## To do
Please give the number of lines in the material below that contain "bottom", without further comment.

== Supplied information

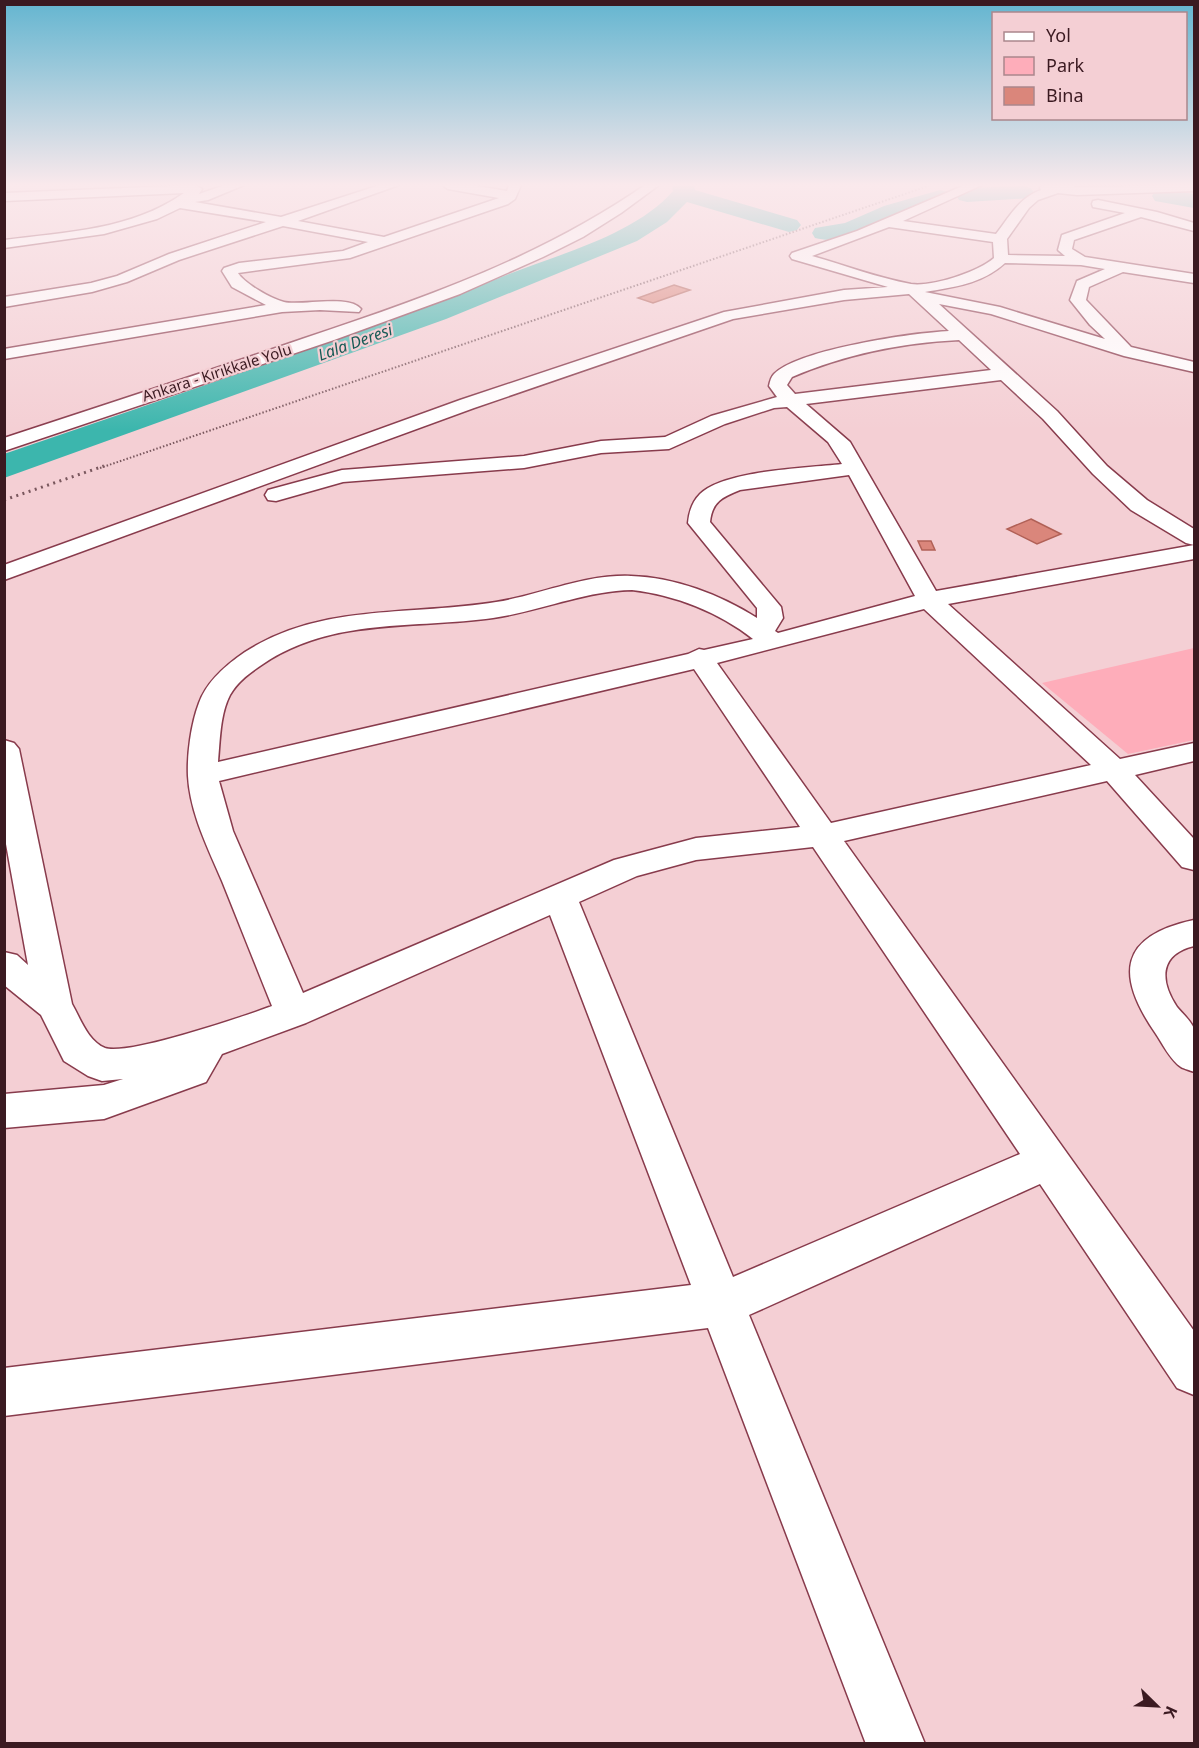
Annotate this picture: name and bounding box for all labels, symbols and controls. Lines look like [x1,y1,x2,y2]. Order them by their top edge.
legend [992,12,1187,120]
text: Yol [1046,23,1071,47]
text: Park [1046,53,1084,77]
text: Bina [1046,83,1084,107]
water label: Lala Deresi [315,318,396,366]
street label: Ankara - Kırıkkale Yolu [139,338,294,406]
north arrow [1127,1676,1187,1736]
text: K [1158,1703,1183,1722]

====
== Supplied information

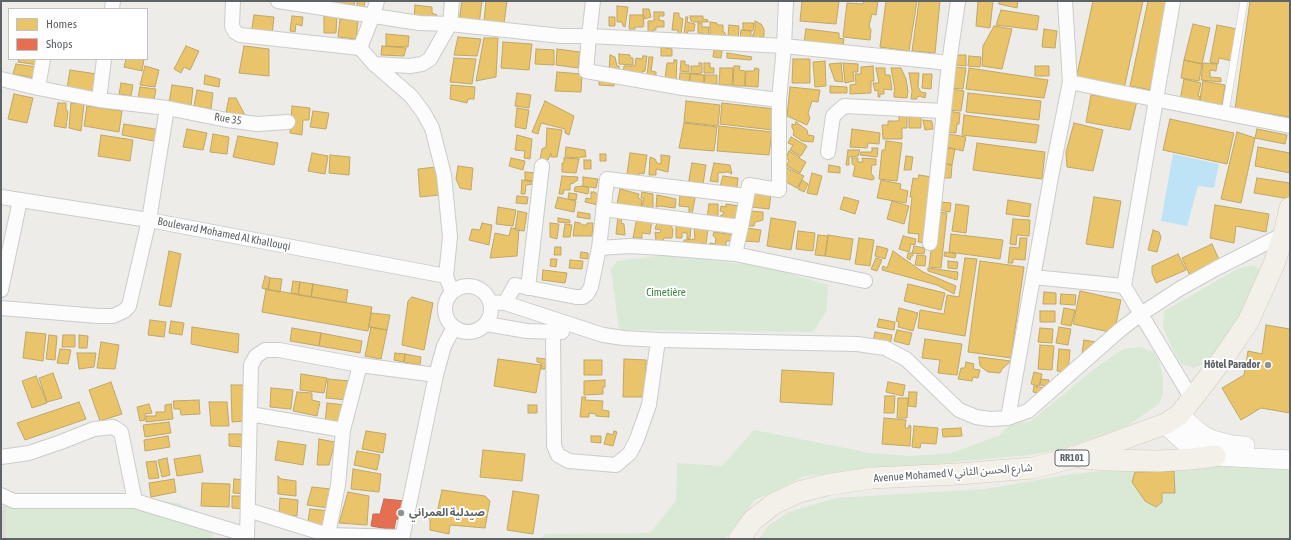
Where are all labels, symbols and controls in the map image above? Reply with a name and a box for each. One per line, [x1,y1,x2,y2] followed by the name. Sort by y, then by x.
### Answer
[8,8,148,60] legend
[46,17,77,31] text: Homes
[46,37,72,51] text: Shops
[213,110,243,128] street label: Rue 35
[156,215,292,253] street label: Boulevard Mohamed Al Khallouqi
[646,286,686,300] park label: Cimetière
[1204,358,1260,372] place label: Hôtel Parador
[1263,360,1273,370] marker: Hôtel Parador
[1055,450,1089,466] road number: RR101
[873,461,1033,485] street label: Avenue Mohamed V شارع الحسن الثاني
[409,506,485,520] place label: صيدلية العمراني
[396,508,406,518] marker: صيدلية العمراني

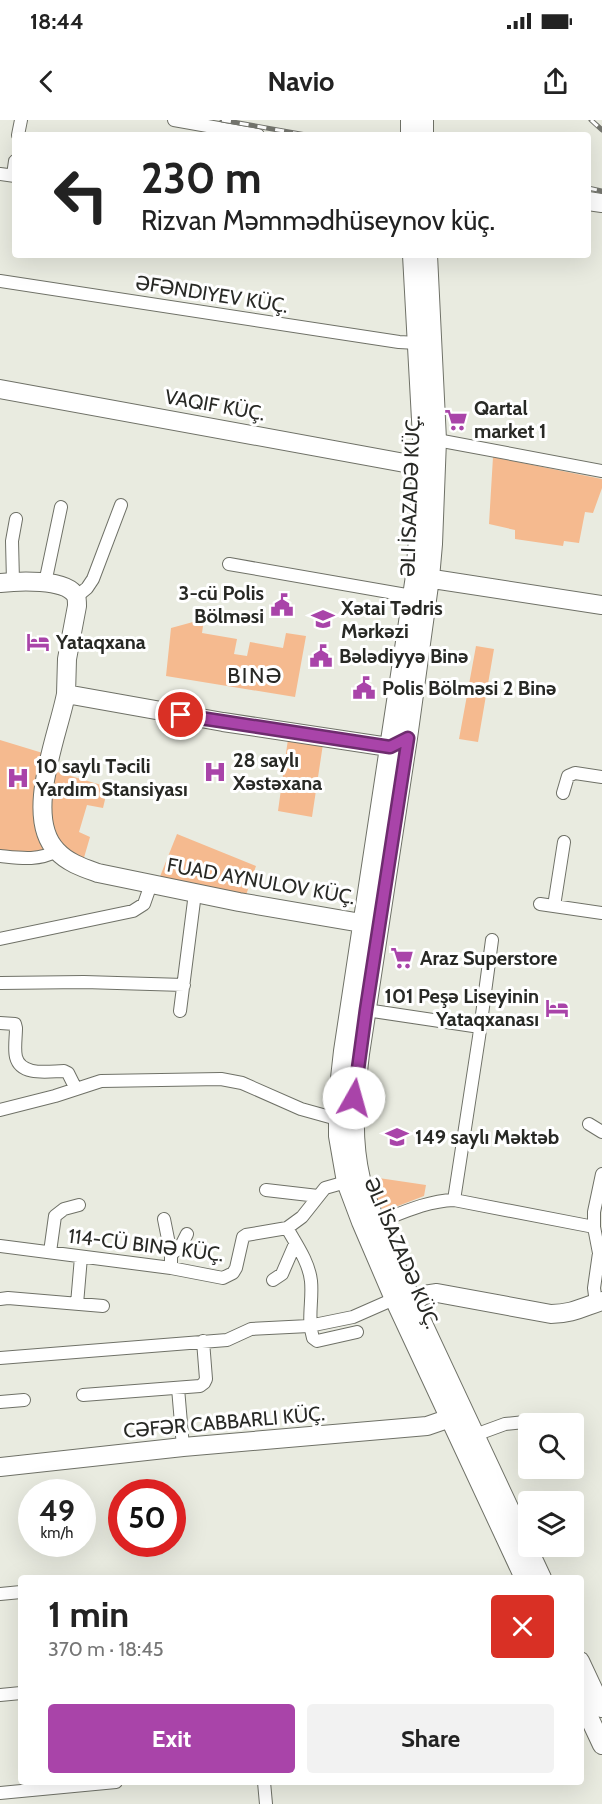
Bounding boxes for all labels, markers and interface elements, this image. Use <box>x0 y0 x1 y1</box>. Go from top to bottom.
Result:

====
== Supplied information

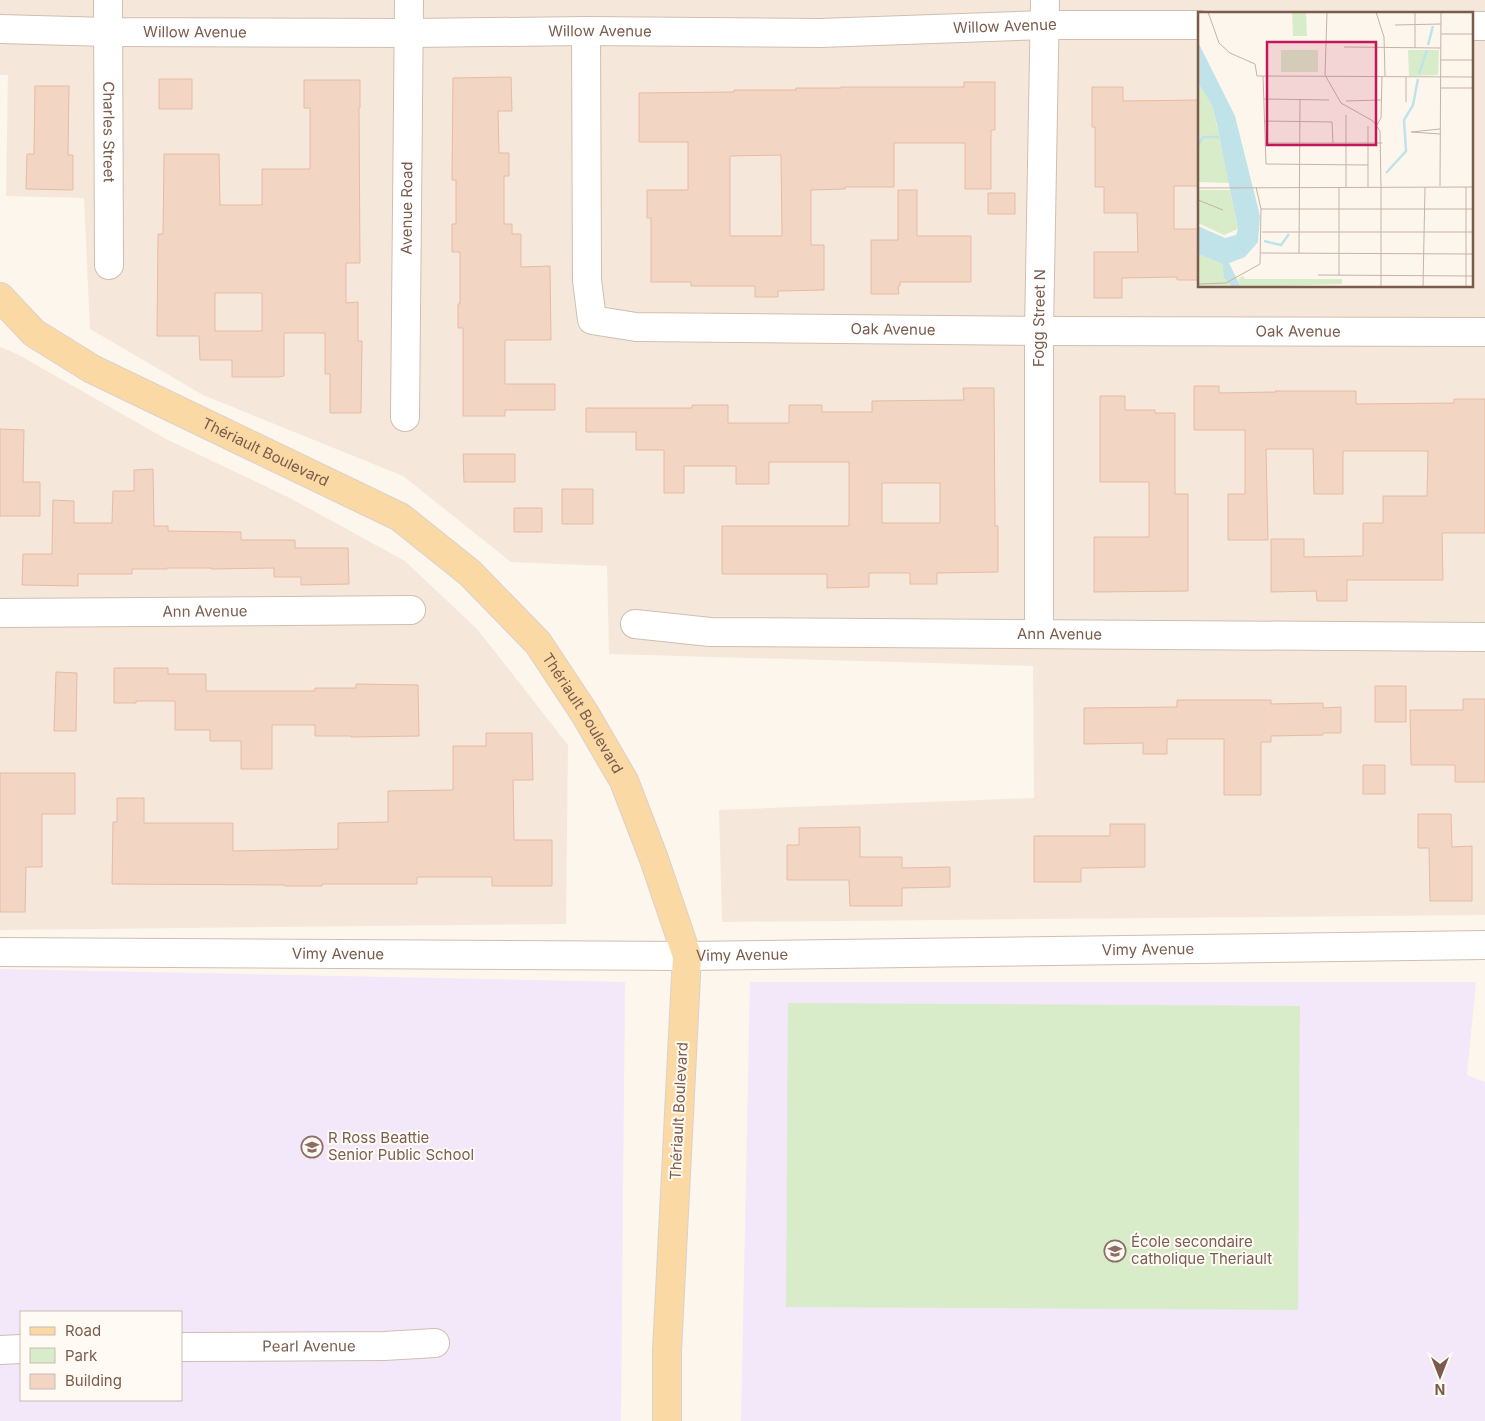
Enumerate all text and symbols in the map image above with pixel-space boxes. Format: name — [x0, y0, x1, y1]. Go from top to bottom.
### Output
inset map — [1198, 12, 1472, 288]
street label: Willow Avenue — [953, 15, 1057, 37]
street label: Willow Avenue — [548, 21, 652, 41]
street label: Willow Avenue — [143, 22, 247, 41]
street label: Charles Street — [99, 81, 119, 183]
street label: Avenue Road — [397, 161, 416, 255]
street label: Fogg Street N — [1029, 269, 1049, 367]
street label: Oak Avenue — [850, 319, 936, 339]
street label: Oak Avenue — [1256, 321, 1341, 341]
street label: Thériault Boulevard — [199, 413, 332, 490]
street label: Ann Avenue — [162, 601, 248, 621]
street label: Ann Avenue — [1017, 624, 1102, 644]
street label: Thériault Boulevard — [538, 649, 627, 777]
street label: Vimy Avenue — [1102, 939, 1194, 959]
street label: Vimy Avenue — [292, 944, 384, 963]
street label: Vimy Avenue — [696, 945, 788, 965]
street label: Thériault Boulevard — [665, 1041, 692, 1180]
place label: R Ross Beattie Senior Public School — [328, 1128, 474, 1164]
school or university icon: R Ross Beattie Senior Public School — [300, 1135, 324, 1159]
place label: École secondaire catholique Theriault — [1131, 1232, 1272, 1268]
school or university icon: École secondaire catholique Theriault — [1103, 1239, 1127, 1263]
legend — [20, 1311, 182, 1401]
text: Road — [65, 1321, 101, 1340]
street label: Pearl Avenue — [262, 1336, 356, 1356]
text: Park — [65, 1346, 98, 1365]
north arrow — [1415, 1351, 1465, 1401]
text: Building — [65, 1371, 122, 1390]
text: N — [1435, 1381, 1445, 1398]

====

## Response
2